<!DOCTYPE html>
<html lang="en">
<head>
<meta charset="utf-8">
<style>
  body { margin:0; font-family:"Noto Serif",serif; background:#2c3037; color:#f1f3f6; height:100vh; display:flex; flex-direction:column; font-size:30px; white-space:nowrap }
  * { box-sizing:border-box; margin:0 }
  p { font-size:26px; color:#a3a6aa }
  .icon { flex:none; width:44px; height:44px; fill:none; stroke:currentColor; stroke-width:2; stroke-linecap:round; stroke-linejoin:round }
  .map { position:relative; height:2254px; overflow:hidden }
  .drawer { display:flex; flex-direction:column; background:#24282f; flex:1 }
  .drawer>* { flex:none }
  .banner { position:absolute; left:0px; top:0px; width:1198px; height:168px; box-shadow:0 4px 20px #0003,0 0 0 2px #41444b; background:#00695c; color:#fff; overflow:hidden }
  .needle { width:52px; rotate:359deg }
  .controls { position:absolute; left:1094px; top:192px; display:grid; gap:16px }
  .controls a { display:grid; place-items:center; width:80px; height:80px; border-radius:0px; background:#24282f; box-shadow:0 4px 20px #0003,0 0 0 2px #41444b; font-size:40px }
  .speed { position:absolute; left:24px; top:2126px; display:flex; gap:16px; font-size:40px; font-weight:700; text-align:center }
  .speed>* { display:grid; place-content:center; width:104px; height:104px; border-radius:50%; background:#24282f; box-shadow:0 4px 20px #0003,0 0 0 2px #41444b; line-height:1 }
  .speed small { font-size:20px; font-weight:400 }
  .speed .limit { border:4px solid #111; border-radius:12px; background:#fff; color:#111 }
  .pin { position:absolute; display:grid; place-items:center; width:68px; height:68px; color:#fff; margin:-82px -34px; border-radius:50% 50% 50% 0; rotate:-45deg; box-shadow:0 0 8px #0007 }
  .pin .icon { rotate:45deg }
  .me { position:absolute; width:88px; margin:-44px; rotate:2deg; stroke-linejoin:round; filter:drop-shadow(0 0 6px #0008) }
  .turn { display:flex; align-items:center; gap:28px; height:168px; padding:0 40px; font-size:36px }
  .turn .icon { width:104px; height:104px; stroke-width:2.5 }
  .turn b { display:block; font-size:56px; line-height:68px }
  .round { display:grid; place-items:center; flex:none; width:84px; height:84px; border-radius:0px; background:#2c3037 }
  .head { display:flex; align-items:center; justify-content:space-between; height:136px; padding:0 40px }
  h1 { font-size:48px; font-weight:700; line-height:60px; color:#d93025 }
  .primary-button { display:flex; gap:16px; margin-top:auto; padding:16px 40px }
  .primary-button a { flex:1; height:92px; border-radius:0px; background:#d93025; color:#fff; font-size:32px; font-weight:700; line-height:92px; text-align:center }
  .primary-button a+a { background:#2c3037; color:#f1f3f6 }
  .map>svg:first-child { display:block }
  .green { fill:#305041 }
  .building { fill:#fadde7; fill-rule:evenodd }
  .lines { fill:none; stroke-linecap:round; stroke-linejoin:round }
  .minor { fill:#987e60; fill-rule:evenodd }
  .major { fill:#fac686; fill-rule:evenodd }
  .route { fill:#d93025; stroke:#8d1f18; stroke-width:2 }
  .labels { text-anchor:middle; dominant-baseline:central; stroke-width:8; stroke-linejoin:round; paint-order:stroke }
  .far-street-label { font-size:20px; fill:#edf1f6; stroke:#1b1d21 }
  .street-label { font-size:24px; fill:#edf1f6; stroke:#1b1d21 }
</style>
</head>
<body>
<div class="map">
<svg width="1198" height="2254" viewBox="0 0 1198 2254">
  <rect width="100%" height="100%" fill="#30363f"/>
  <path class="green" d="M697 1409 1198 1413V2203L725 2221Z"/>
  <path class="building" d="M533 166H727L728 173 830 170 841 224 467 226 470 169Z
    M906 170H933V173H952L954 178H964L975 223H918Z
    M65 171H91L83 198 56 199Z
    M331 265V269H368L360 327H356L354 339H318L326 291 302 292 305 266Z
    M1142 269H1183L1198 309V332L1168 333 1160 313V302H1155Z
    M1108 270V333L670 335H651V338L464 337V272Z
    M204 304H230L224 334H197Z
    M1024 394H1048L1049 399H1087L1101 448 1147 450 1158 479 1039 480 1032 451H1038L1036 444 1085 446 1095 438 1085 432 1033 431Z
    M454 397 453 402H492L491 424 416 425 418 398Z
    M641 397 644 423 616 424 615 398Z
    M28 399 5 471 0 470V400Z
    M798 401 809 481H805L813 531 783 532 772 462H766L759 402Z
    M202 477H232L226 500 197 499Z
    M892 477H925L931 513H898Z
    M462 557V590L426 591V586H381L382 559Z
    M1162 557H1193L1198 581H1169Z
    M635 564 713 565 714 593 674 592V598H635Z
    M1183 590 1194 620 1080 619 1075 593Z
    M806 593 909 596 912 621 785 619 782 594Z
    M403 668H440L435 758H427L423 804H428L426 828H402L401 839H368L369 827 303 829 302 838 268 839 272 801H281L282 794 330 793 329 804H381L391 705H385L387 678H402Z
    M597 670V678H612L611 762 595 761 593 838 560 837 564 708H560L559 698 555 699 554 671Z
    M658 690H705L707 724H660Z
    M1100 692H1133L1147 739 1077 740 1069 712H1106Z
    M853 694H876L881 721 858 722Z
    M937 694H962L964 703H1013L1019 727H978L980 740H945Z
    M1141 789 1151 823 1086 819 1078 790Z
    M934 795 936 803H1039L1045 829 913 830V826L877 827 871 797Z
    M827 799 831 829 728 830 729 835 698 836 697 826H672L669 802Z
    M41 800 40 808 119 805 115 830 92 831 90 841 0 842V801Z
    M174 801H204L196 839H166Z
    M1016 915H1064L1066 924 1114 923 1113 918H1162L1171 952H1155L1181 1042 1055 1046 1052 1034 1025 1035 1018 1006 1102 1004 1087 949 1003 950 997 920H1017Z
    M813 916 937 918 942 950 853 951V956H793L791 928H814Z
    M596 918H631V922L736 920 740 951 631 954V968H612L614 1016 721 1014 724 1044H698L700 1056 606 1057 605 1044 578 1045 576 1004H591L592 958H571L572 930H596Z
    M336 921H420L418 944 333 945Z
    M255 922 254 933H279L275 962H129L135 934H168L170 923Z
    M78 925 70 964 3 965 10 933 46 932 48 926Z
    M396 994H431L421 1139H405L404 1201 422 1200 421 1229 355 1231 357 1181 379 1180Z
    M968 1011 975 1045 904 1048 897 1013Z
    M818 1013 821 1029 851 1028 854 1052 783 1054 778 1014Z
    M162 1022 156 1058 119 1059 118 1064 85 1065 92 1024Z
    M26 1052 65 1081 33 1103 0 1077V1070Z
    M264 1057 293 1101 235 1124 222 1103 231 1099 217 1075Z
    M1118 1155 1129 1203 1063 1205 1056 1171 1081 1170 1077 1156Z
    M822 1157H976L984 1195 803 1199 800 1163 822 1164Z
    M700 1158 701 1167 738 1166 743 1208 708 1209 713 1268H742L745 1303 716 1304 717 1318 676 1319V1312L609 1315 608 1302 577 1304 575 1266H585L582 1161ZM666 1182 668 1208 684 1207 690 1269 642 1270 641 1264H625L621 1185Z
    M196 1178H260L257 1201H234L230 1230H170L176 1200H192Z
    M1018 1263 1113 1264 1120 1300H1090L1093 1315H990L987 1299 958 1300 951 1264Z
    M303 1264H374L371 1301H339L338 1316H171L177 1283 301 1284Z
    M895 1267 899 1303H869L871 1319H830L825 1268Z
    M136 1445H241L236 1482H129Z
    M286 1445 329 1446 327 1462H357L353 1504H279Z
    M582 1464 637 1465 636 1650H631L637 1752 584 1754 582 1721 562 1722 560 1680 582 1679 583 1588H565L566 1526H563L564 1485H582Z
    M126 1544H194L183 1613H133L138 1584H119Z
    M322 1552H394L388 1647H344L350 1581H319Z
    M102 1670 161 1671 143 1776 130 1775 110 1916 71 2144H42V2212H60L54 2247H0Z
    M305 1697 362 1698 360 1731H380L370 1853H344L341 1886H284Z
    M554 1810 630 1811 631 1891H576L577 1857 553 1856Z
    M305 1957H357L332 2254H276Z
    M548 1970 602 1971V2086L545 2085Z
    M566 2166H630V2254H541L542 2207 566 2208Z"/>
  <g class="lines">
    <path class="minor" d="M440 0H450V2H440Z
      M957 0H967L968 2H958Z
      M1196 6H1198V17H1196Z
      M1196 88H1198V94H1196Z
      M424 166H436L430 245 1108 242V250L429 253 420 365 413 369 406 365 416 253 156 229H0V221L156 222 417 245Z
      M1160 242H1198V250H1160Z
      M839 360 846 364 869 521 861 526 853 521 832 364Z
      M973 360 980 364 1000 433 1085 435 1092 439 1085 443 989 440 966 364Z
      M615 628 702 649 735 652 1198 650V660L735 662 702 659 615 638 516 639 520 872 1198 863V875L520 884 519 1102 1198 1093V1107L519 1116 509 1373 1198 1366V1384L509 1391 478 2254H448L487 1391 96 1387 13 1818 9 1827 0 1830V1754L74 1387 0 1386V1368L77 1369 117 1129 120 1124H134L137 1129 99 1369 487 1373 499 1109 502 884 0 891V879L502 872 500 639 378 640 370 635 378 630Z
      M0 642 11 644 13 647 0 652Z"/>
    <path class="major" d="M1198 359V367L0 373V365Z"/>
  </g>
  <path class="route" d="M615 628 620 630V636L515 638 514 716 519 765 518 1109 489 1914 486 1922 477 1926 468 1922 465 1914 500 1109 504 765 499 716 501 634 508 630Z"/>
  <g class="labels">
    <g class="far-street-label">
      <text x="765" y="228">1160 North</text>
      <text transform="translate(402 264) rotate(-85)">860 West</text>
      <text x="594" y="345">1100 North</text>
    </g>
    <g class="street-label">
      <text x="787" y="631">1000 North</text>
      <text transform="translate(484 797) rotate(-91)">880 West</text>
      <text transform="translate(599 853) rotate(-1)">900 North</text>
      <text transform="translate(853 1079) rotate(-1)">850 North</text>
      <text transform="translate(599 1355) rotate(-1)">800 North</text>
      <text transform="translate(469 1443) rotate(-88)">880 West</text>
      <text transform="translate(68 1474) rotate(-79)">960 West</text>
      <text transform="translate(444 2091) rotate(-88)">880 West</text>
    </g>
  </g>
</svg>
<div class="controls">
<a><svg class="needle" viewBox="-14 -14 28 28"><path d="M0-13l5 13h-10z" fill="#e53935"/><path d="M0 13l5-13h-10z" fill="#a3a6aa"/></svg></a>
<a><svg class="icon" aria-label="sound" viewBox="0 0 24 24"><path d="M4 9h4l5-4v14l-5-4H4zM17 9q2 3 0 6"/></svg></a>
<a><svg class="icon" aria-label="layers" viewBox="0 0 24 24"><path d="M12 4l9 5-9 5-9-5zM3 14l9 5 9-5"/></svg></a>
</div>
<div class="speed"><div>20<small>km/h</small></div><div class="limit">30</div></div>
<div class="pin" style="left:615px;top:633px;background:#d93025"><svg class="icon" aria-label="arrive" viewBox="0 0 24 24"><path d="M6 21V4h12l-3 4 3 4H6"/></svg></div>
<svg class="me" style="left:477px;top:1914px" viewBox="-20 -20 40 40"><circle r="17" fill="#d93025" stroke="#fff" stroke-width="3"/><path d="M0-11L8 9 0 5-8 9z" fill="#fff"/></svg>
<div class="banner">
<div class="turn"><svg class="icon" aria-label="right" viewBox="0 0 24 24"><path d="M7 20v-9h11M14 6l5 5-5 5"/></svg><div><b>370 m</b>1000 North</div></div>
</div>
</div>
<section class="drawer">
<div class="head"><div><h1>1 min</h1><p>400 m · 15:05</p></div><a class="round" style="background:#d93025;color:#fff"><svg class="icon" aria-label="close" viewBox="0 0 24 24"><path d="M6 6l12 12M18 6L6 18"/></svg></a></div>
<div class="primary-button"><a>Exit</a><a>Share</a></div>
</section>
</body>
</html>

TASK TO CARRY OUT =
In the entries above, find each line with the word "controls" and show it.

SOLUTION TO THIS PROBLEM =
  .controls { position:absolute; left:1094px; top:192px; display:grid; gap:16px }
  .controls a { display:grid; place-items:center; width:80px; height:80px; border-radius:0px; background:#24282f; box-shadow:0 4px 20px #0003,0 0 0 2px #41444b; font-size:40px }
<div class="controls">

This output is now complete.